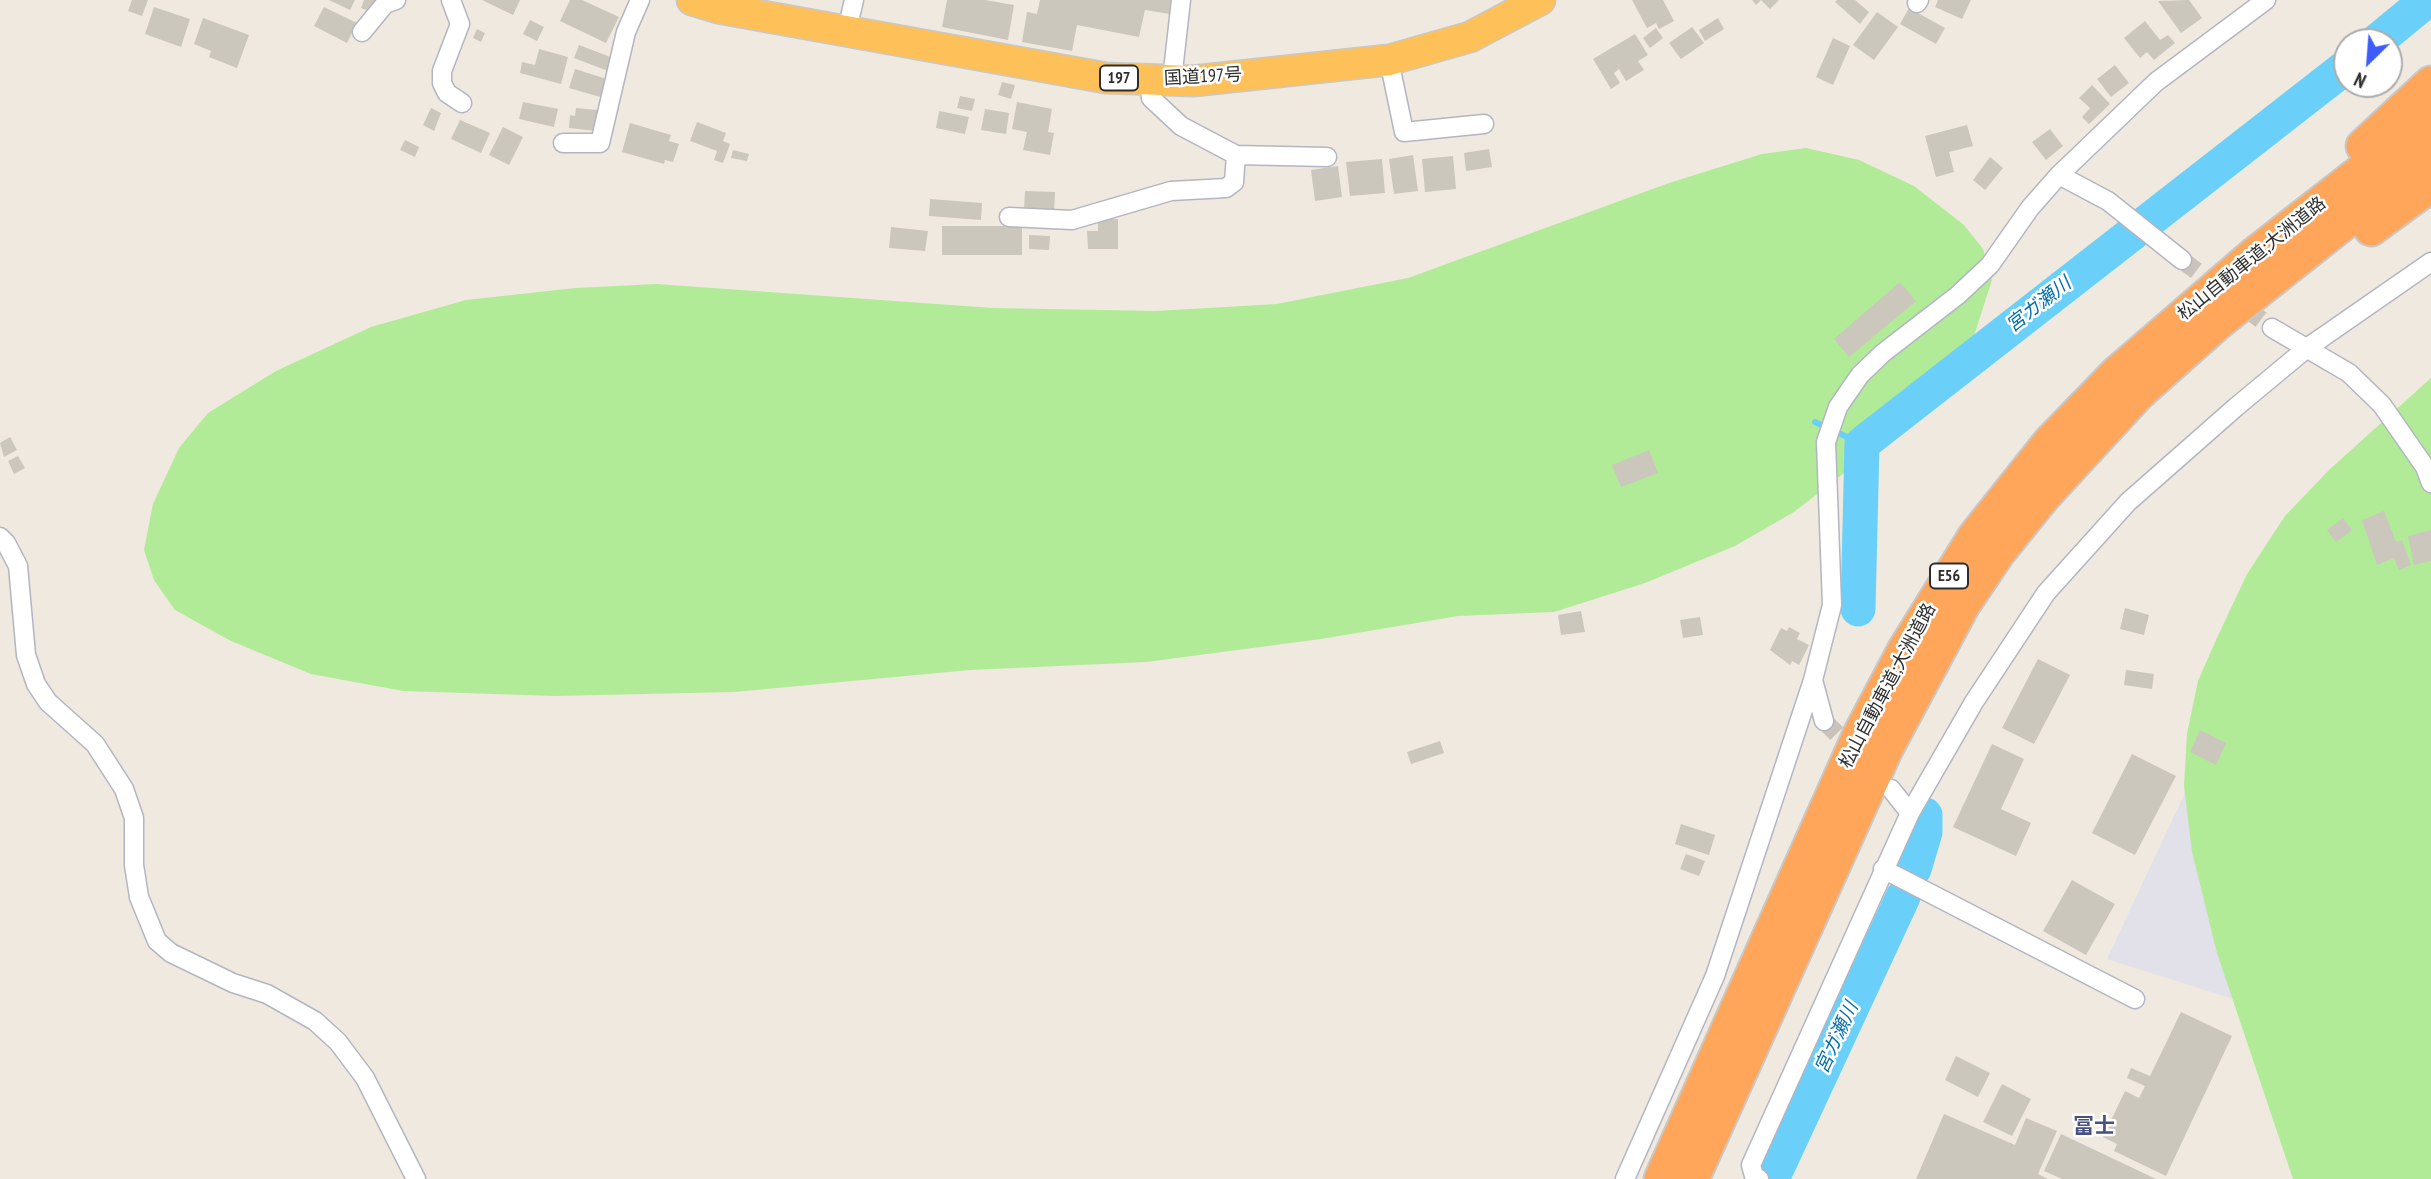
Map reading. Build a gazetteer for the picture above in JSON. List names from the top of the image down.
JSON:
{
  "streets": {
    "highway": [
      "国道197号",
      "197",
      "松山自動車道;大洲道路",
      "E56"
    ]
  },
  "districts": ["冨士"],
  "water": ["宮ガ瀬川"],
  "north": "bottom left"
}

┄┄┄┄┄┄┄┄┄┄┄┄┄┄┄┄┄┄┄┄

■ **Task details**
In your copy, repeat the records above exactly and include no images.

■ **Response to this task**
Map reading. Build a gazetteer for the picture above in JSON. List names from the top of the image down.
JSON:
{
  "streets": {
    "highway": [
      "国道197号",
      "197",
      "松山自動車道;大洲道路",
      "E56"
    ]
  },
  "districts": ["冨士"],
  "water": ["宮ガ瀬川"],
  "north": "bottom left"
}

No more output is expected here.